Zappa deployment is the only time it looks to be failing.

monkut commented 2 years ago

Just to be sure I would test the code outside of the lambda environment. It's possible that the lambda integration isn't hitting the code as expected.

padmanabhankrishnamurthy commented 2 years ago

Thanks! Tried that too; ran the code outside the docker container, in a different venv, and also on a different machine entirely - no bugs there.

padmanabhankrishnamurthy commented 2 years ago

Update for anyone facing similar issues: FIXED

I try/except'ed every import statement in my app and printed out all failures. Turns out all my issues were caused because of module import errors. After resolving those import paths, my app loads successfully. Not sure why this had to be done since Dockerizing the app shouldn't have allowed import errors to exist (or am I mistaken?).

I'm now facing 504 timeout errors, but that's a story for another day.

misterjunio commented 2 years ago

@padmanabhankrishnamurthy did you figure out the issue you had with the 504? From the CloudWatch logs I can tell my Lambda is starting up correctly, but for some reason it runs all the way to timeout at 30 seconds instead of returning my "hello world"

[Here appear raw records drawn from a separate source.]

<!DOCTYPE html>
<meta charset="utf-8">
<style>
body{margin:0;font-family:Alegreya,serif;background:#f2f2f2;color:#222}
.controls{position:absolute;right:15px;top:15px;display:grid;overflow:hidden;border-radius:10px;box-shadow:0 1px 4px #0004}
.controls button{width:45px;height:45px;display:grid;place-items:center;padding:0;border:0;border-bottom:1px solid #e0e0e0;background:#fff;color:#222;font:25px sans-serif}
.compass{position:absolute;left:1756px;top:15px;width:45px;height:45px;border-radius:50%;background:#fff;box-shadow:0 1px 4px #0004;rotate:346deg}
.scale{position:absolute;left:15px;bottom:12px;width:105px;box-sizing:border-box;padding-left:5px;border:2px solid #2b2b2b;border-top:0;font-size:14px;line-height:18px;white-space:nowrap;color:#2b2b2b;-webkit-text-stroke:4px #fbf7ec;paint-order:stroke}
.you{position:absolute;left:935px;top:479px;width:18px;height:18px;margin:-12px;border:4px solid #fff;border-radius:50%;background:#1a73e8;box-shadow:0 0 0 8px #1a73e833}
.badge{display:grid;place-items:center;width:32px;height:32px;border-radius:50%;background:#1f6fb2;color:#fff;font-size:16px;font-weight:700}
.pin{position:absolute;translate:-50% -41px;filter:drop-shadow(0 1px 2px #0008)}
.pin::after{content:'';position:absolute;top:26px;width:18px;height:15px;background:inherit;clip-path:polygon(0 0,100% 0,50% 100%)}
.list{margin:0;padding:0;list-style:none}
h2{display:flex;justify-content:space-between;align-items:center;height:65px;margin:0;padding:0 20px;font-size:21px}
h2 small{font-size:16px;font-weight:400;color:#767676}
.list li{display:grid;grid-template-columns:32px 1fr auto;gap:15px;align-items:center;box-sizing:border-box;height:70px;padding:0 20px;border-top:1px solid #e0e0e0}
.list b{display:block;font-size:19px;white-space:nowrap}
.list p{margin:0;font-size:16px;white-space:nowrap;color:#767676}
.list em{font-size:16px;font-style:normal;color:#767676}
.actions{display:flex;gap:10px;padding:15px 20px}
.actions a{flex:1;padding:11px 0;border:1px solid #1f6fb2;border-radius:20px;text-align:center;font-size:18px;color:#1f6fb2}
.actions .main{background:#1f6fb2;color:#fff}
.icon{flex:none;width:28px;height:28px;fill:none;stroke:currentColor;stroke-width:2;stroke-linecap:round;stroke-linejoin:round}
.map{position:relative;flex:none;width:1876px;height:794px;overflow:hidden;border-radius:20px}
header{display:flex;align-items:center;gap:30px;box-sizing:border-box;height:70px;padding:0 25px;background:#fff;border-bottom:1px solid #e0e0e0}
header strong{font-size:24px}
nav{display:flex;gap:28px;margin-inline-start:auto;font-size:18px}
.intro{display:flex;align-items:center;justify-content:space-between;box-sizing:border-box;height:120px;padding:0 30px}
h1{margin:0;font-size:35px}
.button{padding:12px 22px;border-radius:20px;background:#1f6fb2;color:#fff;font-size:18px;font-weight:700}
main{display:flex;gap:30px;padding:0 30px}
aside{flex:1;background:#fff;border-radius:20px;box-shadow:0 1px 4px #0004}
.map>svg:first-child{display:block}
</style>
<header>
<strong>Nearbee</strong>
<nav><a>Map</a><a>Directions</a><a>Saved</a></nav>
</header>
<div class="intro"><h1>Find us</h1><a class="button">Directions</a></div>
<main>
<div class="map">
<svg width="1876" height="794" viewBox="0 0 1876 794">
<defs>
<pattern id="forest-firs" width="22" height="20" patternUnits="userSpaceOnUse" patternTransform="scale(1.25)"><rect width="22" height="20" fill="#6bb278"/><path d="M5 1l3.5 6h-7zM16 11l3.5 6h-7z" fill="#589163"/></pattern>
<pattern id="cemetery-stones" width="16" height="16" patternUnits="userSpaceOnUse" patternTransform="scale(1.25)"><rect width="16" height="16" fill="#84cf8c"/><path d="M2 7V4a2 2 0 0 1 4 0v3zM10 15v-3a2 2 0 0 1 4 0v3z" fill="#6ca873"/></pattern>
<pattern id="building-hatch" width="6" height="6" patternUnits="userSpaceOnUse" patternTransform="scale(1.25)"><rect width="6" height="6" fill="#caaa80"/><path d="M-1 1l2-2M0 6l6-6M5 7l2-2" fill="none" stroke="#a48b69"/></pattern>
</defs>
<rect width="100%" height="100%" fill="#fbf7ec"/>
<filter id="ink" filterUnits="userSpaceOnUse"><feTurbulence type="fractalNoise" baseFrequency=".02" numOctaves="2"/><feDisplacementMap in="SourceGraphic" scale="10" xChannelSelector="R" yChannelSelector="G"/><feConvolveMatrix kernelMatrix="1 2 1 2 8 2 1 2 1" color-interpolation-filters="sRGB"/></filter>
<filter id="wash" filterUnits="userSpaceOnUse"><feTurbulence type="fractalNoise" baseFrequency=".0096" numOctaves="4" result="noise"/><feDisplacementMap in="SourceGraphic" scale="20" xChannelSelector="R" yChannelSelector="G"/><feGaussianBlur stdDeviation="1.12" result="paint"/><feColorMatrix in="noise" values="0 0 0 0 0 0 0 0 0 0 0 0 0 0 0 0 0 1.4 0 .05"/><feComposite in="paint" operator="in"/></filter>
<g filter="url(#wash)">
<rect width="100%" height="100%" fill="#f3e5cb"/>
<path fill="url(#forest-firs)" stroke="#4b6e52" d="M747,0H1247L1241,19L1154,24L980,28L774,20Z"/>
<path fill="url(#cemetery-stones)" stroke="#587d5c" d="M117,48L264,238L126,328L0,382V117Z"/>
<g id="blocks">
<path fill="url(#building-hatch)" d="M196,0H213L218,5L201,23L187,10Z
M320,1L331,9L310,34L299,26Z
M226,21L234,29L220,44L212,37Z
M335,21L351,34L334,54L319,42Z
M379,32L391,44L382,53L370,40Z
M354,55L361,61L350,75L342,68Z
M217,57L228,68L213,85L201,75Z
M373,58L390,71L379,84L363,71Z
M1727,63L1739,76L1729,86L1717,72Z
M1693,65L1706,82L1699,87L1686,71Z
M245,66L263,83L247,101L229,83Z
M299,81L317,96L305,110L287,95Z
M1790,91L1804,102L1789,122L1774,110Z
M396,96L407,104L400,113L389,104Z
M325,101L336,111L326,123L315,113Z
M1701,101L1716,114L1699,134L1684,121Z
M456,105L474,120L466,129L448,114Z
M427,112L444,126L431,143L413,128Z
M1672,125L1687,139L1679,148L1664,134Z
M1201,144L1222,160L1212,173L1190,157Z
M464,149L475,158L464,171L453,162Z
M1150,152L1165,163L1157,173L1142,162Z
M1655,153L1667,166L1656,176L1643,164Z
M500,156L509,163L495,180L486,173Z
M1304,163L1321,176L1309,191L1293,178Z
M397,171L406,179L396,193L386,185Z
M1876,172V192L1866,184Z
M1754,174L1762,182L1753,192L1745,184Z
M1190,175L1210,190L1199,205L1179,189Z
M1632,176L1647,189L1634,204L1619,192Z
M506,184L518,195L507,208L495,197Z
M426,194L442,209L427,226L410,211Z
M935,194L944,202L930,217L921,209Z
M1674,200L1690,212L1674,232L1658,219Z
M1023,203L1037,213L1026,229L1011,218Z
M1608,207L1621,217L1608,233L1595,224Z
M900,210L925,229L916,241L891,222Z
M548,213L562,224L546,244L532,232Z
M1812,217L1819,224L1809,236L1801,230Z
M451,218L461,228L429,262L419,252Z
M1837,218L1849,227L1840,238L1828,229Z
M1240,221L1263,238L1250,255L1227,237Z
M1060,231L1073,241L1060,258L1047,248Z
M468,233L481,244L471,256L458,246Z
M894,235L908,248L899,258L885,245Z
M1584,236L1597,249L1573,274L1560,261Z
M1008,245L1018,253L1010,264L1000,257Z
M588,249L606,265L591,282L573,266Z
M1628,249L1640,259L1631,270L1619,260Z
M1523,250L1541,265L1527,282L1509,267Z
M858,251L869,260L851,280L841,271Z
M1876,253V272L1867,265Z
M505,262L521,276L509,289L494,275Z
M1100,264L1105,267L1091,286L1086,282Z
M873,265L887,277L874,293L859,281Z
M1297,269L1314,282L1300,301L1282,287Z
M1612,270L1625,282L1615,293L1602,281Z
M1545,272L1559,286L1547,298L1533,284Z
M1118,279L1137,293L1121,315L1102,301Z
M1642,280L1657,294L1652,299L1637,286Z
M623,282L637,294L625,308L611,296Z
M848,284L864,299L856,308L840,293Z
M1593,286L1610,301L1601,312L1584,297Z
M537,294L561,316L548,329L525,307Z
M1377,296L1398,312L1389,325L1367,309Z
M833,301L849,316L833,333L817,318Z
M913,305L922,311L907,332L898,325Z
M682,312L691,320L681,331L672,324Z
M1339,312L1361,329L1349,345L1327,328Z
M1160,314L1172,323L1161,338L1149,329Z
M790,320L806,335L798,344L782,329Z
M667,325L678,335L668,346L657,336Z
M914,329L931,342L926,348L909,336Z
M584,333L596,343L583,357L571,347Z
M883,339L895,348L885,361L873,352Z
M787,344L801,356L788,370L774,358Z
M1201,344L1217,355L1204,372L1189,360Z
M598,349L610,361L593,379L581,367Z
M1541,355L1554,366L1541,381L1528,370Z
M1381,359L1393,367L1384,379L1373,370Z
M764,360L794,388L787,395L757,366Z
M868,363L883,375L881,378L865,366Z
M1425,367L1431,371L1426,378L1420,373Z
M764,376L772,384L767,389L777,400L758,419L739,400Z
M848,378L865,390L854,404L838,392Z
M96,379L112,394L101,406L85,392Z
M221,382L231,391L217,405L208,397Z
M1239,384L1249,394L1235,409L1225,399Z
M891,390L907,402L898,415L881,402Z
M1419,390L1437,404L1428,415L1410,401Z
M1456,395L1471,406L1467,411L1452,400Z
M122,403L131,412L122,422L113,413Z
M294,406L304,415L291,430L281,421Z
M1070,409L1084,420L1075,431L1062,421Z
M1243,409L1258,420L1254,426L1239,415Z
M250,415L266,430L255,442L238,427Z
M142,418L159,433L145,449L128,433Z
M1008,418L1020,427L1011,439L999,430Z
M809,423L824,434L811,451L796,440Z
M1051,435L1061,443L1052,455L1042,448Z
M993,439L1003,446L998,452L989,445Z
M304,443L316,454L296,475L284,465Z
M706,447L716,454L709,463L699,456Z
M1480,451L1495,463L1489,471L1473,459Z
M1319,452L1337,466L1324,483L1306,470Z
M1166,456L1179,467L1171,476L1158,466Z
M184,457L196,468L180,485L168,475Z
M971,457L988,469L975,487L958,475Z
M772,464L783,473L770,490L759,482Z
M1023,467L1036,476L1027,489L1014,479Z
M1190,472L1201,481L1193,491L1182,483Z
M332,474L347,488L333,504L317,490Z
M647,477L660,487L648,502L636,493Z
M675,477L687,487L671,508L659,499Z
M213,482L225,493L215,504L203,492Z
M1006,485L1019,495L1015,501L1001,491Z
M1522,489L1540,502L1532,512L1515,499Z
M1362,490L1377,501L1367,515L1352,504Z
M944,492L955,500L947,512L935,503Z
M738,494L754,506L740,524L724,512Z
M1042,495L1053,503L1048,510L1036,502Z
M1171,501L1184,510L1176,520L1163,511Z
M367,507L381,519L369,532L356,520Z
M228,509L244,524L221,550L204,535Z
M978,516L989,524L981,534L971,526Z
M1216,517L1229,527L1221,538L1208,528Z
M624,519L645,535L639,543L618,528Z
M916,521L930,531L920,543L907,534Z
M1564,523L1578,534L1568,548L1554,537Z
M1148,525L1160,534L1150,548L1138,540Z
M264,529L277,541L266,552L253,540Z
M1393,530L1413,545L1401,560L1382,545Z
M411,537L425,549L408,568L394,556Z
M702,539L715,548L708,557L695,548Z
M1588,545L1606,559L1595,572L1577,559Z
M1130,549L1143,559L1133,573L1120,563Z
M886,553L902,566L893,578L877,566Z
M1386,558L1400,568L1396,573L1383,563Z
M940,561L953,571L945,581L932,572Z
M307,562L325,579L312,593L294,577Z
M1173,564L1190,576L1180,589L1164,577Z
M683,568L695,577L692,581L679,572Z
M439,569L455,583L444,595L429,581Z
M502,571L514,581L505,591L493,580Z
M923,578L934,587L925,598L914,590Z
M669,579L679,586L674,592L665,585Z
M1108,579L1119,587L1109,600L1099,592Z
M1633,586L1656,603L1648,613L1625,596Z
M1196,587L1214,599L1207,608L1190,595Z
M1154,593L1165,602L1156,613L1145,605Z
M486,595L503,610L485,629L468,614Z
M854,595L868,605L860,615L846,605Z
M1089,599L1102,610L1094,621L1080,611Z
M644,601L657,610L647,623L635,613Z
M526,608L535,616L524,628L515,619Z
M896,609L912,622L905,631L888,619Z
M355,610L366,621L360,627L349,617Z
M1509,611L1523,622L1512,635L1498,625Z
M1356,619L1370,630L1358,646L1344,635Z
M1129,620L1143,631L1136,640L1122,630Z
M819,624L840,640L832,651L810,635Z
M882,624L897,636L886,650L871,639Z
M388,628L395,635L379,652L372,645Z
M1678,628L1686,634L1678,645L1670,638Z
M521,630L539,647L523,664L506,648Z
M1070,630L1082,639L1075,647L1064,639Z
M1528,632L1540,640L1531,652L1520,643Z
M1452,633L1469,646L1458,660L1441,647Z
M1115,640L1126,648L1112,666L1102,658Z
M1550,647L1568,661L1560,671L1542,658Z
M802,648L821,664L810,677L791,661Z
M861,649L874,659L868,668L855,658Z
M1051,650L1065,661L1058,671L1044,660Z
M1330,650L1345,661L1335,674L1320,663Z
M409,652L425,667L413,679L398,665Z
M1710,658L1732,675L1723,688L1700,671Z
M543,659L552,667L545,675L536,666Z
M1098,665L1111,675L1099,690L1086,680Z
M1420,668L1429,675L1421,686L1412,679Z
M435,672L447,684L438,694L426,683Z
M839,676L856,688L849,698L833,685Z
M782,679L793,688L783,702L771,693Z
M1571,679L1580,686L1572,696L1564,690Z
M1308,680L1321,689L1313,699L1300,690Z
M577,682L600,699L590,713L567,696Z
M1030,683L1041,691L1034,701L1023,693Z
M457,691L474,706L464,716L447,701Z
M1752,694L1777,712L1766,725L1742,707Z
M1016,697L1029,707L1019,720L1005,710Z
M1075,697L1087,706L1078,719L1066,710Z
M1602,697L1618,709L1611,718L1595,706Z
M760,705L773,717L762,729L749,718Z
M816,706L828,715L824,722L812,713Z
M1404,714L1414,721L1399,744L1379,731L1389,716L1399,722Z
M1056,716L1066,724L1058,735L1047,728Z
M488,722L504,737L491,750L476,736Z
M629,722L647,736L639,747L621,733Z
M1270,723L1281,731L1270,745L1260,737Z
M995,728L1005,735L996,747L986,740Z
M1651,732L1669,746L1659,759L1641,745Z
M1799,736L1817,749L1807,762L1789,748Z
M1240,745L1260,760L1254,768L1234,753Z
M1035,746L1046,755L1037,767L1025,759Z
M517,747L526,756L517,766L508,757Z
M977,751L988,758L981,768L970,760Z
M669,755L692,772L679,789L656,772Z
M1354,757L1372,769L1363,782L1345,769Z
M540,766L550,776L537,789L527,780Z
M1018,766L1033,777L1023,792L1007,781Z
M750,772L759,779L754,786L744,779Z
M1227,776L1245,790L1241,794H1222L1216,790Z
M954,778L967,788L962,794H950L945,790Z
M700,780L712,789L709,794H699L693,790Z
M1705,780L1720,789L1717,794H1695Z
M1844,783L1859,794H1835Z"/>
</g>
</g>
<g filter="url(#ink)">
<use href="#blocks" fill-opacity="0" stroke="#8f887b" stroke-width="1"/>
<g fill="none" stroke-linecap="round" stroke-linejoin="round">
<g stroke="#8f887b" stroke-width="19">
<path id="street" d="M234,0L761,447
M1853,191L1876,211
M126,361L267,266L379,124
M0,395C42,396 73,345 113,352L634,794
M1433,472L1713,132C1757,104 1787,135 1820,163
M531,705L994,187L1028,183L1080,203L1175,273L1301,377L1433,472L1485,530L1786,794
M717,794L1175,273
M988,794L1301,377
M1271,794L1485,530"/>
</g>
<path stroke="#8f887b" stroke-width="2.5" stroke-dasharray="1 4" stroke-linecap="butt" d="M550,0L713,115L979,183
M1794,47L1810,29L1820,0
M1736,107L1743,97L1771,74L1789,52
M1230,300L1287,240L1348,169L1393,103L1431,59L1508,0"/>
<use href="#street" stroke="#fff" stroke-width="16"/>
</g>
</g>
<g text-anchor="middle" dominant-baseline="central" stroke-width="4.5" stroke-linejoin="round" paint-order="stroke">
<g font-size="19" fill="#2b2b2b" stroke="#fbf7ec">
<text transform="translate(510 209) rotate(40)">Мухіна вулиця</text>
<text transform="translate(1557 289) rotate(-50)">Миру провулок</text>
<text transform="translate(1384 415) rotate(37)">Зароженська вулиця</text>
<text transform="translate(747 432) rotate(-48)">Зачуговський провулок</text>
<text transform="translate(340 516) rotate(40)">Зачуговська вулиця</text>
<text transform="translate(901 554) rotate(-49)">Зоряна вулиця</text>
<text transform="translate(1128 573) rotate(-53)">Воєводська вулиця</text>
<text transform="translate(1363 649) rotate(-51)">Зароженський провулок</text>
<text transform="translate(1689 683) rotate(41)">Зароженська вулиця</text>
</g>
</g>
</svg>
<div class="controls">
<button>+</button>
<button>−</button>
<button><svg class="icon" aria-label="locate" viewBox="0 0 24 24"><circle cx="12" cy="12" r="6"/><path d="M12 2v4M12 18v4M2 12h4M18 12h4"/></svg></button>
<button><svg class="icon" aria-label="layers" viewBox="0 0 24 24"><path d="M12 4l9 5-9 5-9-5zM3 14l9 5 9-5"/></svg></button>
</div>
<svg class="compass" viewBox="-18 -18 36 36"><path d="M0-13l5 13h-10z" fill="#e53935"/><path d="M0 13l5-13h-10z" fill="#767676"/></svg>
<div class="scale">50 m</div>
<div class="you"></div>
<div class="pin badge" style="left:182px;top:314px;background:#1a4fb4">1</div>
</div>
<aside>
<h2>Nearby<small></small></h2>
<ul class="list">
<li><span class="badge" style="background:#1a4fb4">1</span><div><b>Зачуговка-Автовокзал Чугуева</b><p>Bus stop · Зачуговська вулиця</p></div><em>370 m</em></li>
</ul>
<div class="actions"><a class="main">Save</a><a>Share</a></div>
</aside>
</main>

EDIT: Nevermind, I was playing around with multiple Docker images and realised I was deploying the wrong one 🤦

padmanabhankrishnamurthy commented 2 years ago

Good to know!

For anyone browsing this thread looking for ideas about the 504 error - in my case, my app.py script was importing a ton of heavy libraries. Just importing the libraries and instantiating a few global objects was taking ~60s, by which time a timeout error was thrown. Moving the imports and instantiations to the route instead of keeping them global, and also using the task async decorator solved the issue for me.